BTW, get ready, she and you are coming up in another post, talking about matrices.
m
I’d be remiss if I didn’t recall Ms. Margaret Smith’s Chem Study class, her notorious open book tests, her all business demeanor coupled with a willingness to drop a copper penny in sulfuric acid when I asked her if she would. She looked me up and down at the door of her classroom Junior Year when I showed up and requested to take her class, didn’t say anything for a moment and asked me if I was ready to work, briefly explained what I was getting in to, and then signed off.

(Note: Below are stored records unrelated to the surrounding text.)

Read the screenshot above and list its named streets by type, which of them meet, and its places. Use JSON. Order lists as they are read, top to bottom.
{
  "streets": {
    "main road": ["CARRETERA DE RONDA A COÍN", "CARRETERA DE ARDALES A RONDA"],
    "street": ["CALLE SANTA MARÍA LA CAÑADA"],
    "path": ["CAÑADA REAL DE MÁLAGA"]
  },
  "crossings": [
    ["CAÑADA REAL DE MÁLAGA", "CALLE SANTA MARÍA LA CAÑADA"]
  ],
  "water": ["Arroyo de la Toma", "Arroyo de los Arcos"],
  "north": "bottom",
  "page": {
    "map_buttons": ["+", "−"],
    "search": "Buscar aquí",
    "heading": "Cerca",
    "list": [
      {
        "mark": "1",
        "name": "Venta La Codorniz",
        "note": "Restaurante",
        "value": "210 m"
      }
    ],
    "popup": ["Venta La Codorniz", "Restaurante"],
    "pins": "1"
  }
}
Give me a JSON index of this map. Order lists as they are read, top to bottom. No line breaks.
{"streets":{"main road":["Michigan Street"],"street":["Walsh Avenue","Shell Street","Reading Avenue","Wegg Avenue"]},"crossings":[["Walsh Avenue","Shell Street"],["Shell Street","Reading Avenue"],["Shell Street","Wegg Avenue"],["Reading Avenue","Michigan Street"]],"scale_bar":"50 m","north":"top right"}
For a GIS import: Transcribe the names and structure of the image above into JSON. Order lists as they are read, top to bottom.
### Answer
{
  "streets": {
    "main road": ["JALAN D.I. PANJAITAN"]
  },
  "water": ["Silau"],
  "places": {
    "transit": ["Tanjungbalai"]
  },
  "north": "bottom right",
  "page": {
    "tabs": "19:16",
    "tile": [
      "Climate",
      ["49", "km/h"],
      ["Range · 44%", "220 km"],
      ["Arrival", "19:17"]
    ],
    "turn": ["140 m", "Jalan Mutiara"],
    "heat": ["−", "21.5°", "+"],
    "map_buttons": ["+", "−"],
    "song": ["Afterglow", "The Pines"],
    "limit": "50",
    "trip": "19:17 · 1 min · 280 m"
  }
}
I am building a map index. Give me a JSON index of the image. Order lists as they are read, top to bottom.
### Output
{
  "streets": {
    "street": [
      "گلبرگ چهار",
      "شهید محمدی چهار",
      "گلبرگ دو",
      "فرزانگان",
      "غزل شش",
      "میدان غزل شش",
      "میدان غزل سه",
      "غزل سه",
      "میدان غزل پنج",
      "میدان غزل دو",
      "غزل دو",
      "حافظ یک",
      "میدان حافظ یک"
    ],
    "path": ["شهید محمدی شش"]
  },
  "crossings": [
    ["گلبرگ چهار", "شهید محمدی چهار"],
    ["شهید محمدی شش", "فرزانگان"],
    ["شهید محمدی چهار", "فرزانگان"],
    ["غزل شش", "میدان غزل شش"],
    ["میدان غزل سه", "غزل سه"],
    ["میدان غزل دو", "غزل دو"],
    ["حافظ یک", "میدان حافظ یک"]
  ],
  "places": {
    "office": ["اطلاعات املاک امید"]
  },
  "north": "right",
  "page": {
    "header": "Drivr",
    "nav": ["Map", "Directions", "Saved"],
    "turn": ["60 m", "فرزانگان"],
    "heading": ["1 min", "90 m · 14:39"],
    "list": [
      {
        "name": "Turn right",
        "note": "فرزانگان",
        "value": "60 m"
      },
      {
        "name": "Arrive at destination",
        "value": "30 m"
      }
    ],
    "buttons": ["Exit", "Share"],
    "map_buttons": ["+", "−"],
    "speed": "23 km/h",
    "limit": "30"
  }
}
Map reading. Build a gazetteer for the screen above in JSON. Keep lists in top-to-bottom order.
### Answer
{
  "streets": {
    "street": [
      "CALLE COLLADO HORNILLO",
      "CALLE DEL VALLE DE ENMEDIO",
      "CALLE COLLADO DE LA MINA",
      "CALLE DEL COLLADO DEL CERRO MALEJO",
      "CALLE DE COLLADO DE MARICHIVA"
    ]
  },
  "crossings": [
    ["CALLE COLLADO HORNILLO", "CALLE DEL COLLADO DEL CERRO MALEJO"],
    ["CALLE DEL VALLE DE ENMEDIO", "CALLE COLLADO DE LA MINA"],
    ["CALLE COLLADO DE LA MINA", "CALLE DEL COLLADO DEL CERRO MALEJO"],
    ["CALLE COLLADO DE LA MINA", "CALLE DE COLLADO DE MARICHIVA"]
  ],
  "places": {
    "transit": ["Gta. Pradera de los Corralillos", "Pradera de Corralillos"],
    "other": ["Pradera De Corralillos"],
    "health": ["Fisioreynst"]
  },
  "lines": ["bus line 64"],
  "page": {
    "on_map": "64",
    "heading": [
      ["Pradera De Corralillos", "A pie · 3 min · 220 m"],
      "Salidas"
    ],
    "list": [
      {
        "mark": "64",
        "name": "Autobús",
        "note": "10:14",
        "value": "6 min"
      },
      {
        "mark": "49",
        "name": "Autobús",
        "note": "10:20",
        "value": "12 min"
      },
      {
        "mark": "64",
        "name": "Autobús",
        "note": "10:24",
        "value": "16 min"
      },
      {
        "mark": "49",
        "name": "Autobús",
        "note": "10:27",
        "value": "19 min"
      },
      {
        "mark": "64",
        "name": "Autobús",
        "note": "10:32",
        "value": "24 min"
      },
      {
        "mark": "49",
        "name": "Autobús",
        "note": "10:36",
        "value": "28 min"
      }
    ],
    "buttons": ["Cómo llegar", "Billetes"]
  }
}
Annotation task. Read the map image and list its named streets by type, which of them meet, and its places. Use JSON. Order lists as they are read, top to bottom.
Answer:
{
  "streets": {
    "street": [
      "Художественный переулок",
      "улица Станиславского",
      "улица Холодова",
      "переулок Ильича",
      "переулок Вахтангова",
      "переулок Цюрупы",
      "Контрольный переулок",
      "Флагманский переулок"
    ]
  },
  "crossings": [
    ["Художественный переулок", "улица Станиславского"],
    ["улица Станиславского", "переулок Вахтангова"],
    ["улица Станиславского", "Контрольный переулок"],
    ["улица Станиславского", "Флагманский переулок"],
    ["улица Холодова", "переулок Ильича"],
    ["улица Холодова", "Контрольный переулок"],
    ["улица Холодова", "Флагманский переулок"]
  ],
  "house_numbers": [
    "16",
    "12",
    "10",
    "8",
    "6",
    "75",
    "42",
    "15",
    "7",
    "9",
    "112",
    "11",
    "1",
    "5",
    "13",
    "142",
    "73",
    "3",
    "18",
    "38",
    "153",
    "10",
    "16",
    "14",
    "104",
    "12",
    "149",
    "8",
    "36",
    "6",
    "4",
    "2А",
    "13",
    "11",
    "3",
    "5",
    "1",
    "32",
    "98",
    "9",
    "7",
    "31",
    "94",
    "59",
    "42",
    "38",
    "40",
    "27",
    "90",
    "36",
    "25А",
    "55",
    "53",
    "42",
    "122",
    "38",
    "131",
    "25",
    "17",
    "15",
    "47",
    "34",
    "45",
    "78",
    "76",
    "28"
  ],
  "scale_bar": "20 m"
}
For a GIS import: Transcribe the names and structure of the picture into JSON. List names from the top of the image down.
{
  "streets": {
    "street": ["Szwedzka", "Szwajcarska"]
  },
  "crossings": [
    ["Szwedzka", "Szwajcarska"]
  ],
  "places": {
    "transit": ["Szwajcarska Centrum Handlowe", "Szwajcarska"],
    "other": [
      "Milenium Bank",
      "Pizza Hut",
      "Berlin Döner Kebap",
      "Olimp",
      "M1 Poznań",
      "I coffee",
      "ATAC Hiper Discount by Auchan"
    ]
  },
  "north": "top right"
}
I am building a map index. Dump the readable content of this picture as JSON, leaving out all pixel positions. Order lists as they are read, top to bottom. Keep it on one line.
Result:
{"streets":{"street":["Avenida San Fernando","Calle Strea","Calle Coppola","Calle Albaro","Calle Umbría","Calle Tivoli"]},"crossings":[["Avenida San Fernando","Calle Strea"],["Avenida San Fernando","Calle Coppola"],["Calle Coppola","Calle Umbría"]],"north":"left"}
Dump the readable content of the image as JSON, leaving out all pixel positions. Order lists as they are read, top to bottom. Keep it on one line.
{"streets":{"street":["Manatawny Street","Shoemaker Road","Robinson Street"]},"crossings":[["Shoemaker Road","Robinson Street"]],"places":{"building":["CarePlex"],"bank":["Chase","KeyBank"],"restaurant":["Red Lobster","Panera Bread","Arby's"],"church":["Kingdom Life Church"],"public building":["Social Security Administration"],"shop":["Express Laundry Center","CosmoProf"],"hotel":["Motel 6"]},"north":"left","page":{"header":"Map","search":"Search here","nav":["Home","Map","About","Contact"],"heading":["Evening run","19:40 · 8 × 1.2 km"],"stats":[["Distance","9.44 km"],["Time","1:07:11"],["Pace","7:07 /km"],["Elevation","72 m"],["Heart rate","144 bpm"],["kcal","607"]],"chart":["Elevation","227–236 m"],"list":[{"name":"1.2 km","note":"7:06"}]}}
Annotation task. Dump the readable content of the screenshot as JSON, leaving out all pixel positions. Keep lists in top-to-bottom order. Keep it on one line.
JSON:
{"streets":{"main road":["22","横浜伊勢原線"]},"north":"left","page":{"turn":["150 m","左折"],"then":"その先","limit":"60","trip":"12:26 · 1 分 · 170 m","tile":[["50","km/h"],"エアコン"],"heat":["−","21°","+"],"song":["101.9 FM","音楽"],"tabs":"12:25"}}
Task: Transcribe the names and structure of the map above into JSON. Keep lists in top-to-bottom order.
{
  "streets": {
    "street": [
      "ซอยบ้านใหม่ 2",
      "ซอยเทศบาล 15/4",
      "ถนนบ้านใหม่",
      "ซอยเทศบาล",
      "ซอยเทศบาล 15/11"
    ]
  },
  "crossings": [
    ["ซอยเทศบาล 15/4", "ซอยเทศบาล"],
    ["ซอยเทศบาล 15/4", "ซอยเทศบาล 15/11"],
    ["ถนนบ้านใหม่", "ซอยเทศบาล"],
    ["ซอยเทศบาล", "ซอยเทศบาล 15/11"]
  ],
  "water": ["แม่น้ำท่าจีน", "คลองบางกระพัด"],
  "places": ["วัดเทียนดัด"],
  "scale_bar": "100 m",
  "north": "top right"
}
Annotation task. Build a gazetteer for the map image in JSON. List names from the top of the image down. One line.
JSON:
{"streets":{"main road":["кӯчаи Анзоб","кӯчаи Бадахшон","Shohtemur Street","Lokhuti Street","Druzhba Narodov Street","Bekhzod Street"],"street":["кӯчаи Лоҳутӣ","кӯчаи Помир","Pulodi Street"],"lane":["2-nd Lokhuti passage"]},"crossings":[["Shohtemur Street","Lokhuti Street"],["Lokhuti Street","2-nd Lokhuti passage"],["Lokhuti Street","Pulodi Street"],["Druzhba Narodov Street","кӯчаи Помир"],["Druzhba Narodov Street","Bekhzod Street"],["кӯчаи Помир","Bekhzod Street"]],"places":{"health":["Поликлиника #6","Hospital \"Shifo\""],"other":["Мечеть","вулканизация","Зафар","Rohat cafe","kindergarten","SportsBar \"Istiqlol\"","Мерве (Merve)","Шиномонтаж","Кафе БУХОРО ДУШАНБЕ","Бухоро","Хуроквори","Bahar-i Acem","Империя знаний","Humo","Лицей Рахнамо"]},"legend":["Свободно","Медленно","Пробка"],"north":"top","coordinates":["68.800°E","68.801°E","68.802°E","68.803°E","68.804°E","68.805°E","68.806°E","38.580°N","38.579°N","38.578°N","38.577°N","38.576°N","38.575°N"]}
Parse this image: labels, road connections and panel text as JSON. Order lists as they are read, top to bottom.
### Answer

She was a blend of insistence and acceptance.
It was easily the highlight of my high school academic course. I got out alive with a B as I recall.
Bookscrounger
Yeah, and I learned something else from Mrs. Smith. I breezed through my first college chemistry because of her class, even hit 100 on the first exam.
But she told us that ‘pH’ didn’t mean anything. I was very surprised to find out that ‘p’ is ‘negative logarithm’ and so pH is the negative logarithm of the hydrogen ion concentration.
That observation relates to what we’re discussing here: being an effective teacher, particularly at the introductory level, isn’t about accuracy as much as teaching ability.